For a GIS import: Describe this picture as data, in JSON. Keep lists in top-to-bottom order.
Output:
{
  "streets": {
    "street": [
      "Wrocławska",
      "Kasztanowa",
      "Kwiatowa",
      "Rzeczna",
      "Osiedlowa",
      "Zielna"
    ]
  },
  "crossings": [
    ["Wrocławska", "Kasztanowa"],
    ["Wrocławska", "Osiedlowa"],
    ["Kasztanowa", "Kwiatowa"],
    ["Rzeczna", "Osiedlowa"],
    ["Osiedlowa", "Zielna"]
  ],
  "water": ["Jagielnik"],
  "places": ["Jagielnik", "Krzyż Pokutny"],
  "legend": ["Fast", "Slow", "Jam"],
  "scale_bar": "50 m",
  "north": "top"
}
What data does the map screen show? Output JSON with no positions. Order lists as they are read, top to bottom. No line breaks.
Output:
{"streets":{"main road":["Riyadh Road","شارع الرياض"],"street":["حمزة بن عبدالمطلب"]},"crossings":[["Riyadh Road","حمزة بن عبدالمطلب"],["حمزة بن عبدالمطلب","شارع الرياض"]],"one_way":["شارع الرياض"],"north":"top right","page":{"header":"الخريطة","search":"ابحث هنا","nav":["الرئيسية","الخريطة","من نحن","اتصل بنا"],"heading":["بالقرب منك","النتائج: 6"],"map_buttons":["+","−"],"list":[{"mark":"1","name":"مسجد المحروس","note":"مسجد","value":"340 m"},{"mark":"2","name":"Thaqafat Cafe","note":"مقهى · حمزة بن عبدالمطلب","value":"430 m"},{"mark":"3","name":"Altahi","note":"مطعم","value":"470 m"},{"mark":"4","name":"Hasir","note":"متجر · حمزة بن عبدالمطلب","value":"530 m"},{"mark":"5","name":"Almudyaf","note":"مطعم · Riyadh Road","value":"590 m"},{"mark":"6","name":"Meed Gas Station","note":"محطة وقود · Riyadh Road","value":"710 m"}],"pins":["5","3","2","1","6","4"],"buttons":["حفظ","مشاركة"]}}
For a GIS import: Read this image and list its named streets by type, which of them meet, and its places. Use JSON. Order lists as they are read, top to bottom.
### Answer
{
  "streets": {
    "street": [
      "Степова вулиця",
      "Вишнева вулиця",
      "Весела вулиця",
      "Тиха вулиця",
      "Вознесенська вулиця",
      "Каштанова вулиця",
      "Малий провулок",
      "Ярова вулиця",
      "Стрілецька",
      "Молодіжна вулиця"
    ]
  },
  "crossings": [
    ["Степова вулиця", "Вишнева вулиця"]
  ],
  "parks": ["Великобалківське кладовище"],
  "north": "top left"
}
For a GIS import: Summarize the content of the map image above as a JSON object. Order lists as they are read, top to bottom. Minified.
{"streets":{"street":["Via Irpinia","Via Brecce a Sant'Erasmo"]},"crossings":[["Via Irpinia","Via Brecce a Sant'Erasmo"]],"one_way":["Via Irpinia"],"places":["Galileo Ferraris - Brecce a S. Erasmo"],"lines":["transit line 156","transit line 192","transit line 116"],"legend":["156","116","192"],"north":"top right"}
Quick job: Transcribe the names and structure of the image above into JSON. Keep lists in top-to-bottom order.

----

-- What this task involves --
Search each line of the listing for the word "data", then state how many lines contain it and nothing else.

-- Your response --
2